There is actually… True, yes, you could use MRI for screening. It has been established as a screening tool in women at increased risk of breast cancer. I would argue that using MRI for screening has two major advantages: one is that it, as I said, is very sensitive so we find a lot of cancers but due to the debate around over-diagnosis and over-treatment we know very well that we don’t have to find all cancers, we have to find the cancers that kill women. Based on what we know today, because of its ability to preferably diagnose biologically active tumours, MRI screening will certainly help improve our ability to diagnose these aggressive cancers which are overlooked on mammographic screening and only become clinically apparent as … cancers. It will probably also help avoid the over-diagnosis problem which is an integral part, so to speak, of mammographic screening programmes, just by way of detection of cancer.
Is it true that MRI is more effective in younger women?
MRI, or the gradient between the sensitivity that an MRI offers and the sensitivity that a mammogram offers is independent of patient age or risk. It depends just on the breast density, so to speak, in other words the likelihood with which the mammogram is able to depict the cancer. If a woman has an involuted breast then usually the mammogram can offer very high sensitivity. It is true that on average older women tend to have less dense breast tissue but it is by far no direct one to one correlation. There are enough women, even post-menopausal women, who have dense breast tissue. As we know today, dense breast tissue doesn’t only mean that this specific breast is difficult to be diagnosed with mammography but also that the woman carries an increased risk of breast cancer. So, I’ll put it this way, actually the sensitivity gradient between MRI and mammography depends on the breast composition rather than other factors, other factors like age are actually surrogate for breast composition. Then it’s important to note that the ability to diagnose DCIS, specifically high grade DCIS, is independent of breast density because even in women with involuted breasts, as long as a DCIS is not induced calcifications you will not be able to diagnose it through mammography, not to speak of ultrasound.
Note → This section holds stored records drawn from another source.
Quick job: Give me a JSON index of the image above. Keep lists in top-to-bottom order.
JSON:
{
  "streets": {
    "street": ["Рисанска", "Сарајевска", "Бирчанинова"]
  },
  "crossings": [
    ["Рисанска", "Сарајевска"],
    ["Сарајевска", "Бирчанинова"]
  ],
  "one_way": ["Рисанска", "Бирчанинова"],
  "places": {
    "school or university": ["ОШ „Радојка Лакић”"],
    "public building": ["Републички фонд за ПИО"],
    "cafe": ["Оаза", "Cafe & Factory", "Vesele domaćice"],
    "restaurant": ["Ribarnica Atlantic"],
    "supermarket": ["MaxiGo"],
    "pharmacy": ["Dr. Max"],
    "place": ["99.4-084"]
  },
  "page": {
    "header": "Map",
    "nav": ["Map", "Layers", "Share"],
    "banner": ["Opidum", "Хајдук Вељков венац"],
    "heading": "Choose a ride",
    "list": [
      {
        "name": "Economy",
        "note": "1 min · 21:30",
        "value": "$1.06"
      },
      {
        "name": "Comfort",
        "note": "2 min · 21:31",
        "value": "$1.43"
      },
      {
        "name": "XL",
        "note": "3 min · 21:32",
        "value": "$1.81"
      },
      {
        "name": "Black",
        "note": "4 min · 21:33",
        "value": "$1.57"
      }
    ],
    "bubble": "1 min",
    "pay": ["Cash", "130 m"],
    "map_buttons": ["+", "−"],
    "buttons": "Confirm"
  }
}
So for diagnosing high grade DCIS, and we’ve just heard that these are two completely different biological or molecular pathways, high grade DCIS will progress to high grade invasive cancers. So to diagnose high grade DCIS MRI is certainly the most accurate imaging tool that we have right now.
Why is the MRI used more?
Mainly I think that’s a matter of cost and availability. But it’s interesting, actually, if you listen to the people who have witnessed the evolution of mammographic screening they can tell you that all the reservations that people mention to argue against the use of MRI for screening for everybody are quite the same that were also mentioned back in the 1970s and ‘80s against mammographic screening – it’s too expensive, there are not enough trained radiologists, way too many false positives for mammography, the women won’t tolerate… All these arguments were the same so I think it will be a matter of time until the medical community understands that investing into screening, investing into meaningful screening, in other words investing into screening tools, a tool that helps us identify the breast cancers that kill, is worthwhile.